┌──
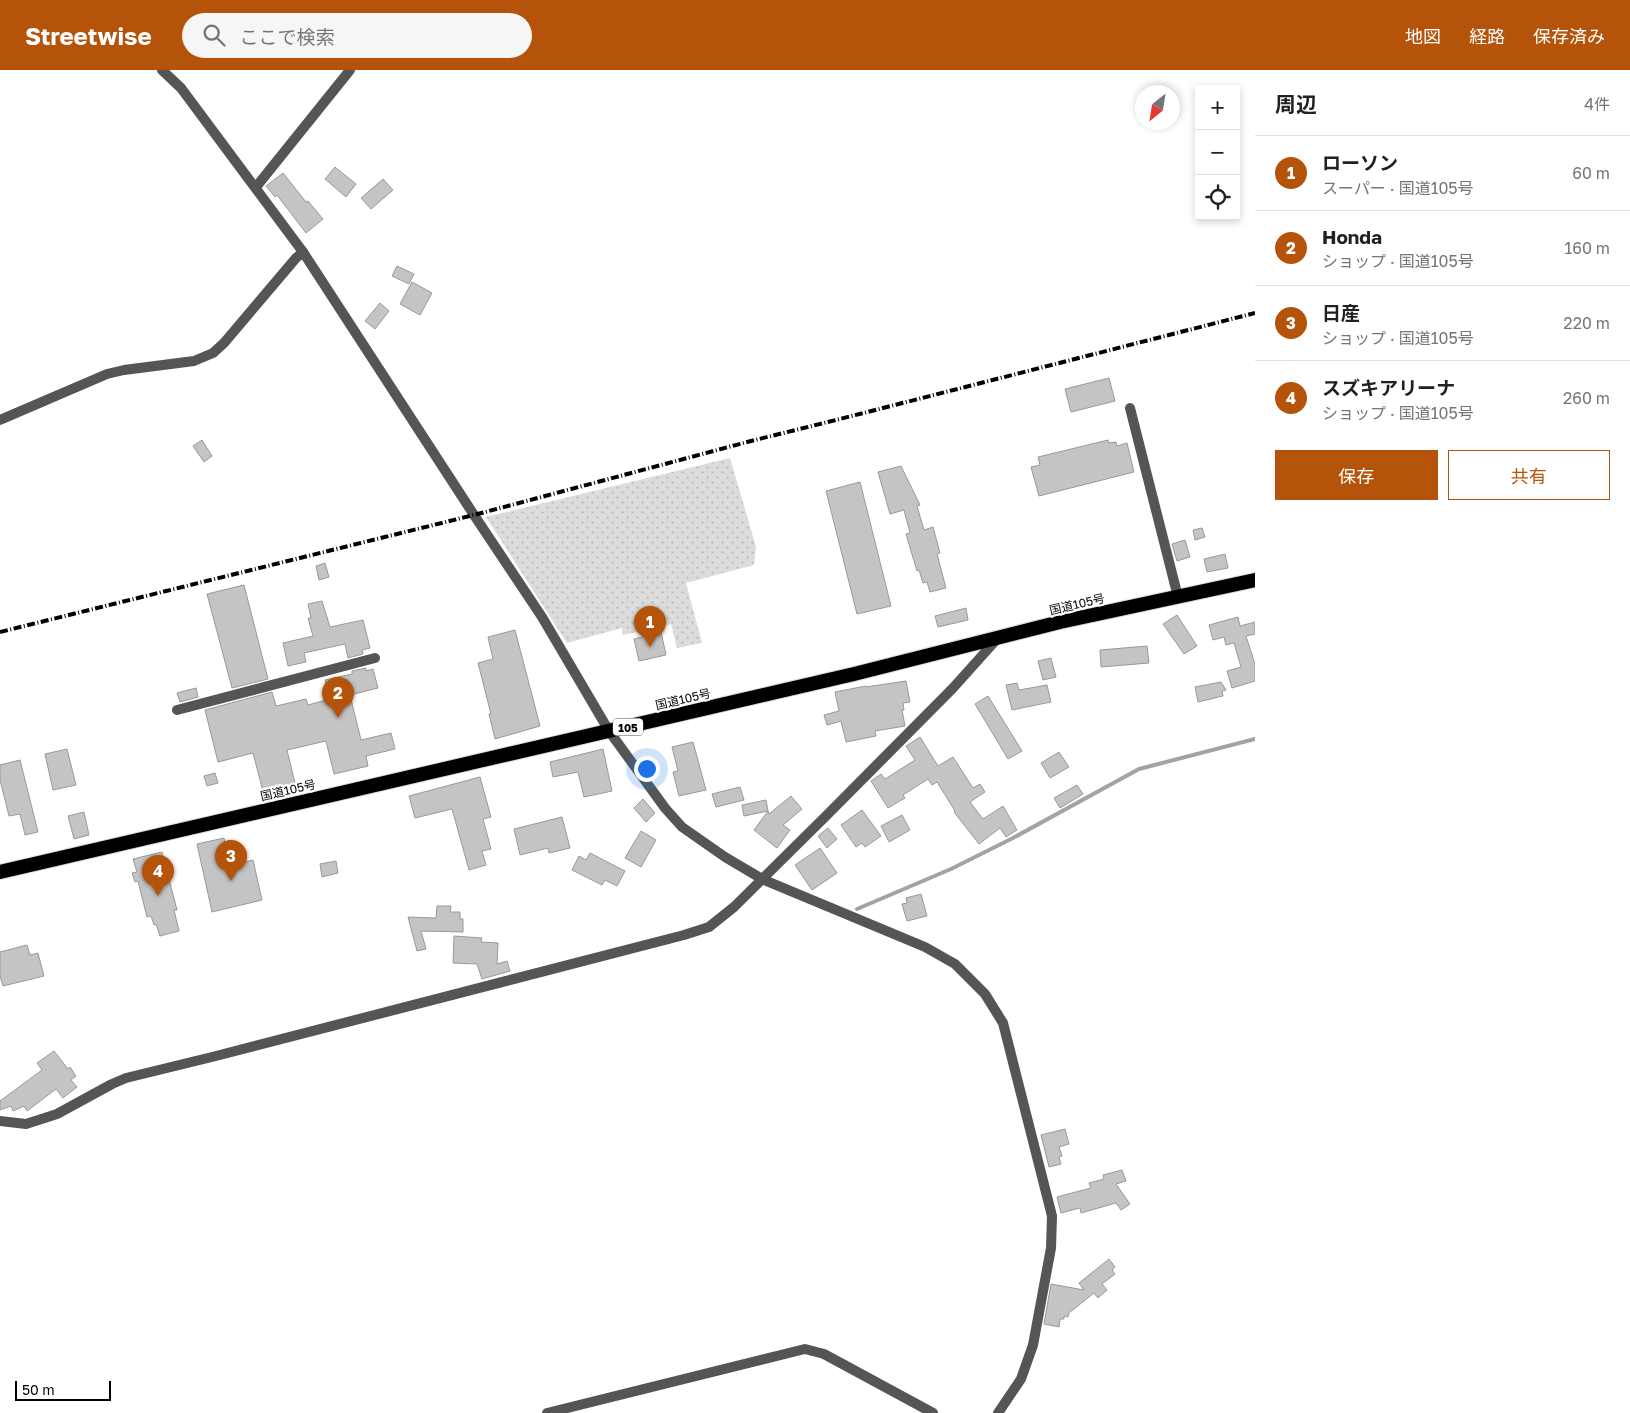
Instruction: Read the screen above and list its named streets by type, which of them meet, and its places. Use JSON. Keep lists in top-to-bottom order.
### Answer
{
  "streets": {
    "highway": ["国道105号", "105"]
  },
  "scale_bar": "50 m",
  "north": "bottom left",
  "page": {
    "header": "Streetwise",
    "search": "ここで検索",
    "nav": ["地図", "経路", "保存済み"],
    "heading": ["周辺", "4件"],
    "map_buttons": ["+", "−"],
    "list": [
      {
        "mark": "1",
        "name": "ローソン",
        "note": "スーパー · 国道105号",
        "value": "60 m"
      },
      {
        "mark": "2",
        "name": "Honda",
        "note": "ショップ · 国道105号",
        "value": "160 m"
      },
      {
        "mark": "3",
        "name": "日産",
        "note": "ショップ · 国道105号",
        "value": "220 m"
      },
      {
        "mark": "4",
        "name": "スズキアリーナ",
        "note": "ショップ · 国道105号",
        "value": "260 m"
      }
    ],
    "buttons": ["保存", "共有"],
    "pins": [
      "1",
      "2",
      "3",
      "4"
    ],
    "scale": "50 m"
  }
}
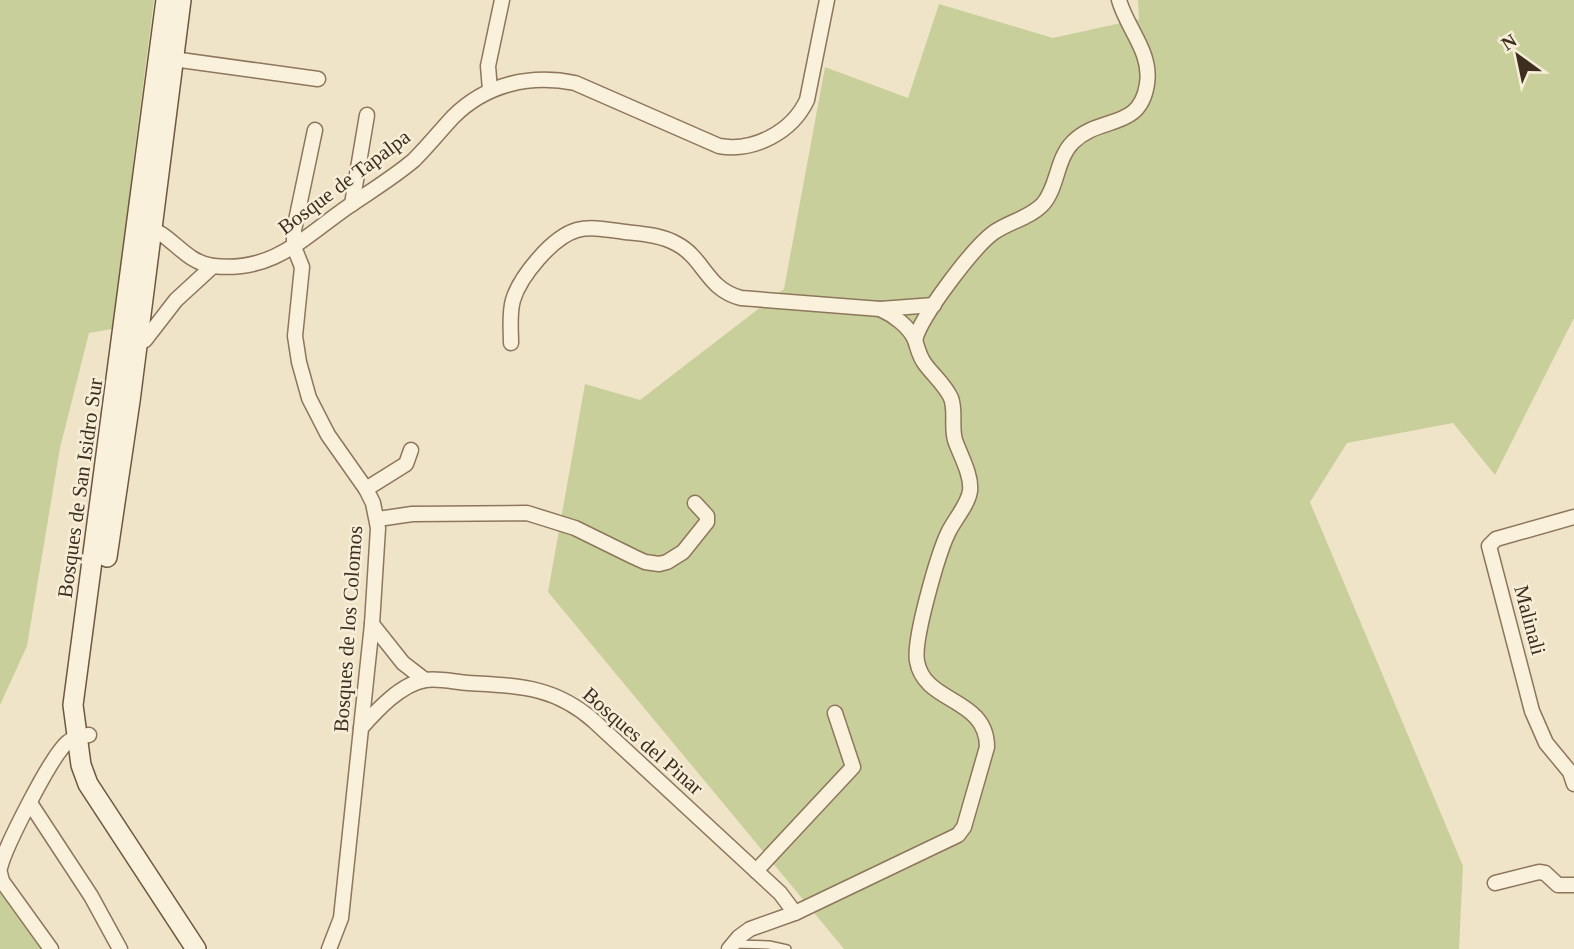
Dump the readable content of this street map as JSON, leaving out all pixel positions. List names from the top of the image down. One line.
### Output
{"streets":{"main road":["Bosques de San Isidro Sur"],"street":["Bosque de Tapalpa","Malinali","Bosques de los Colomos","Bosques del Pinar"]},"crossings":[["Bosque de Tapalpa","Bosques de los Colomos"]],"north":"top left"}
└──
Problem requirements: Leaving every picture aside, repeat the listing exactly.

Finished task:
Instruction: Read the screen above and list its named streets by type, which of them meet, and its places. Use JSON. Keep lists in top-to-bottom order.
### Answer
{
  "streets": {
    "highway": ["国道105号", "105"]
  },
  "scale_bar": "50 m",
  "north": "bottom left",
  "page": {
    "header": "Streetwise",
    "search": "ここで検索",
    "nav": ["地図", "経路", "保存済み"],
    "heading": ["周辺", "4件"],
    "map_buttons": ["+", "−"],
    "list": [
      {
        "mark": "1",
        "name": "ローソン",
        "note": "スーパー · 国道105号",
        "value": "60 m"
      },
      {
        "mark": "2",
        "name": "Honda",
        "note": "ショップ · 国道105号",
        "value": "160 m"
      },
      {
        "mark": "3",
        "name": "日産",
        "note": "ショップ · 国道105号",
        "value": "220 m"
      },
      {
        "mark": "4",
        "name": "スズキアリーナ",
        "note": "ショップ · 国道105号",
        "value": "260 m"
      }
    ],
    "buttons": ["保存", "共有"],
    "pins": [
      "1",
      "2",
      "3",
      "4"
    ],
    "scale": "50 m"
  }
}
Dump the readable content of this street map as JSON, leaving out all pixel positions. List names from the top of the image down. One line.
### Output
{"streets":{"main road":["Bosques de San Isidro Sur"],"street":["Bosque de Tapalpa","Malinali","Bosques de los Colomos","Bosques del Pinar"]},"crossings":[["Bosque de Tapalpa","Bosques de los Colomos"]],"north":"top left"}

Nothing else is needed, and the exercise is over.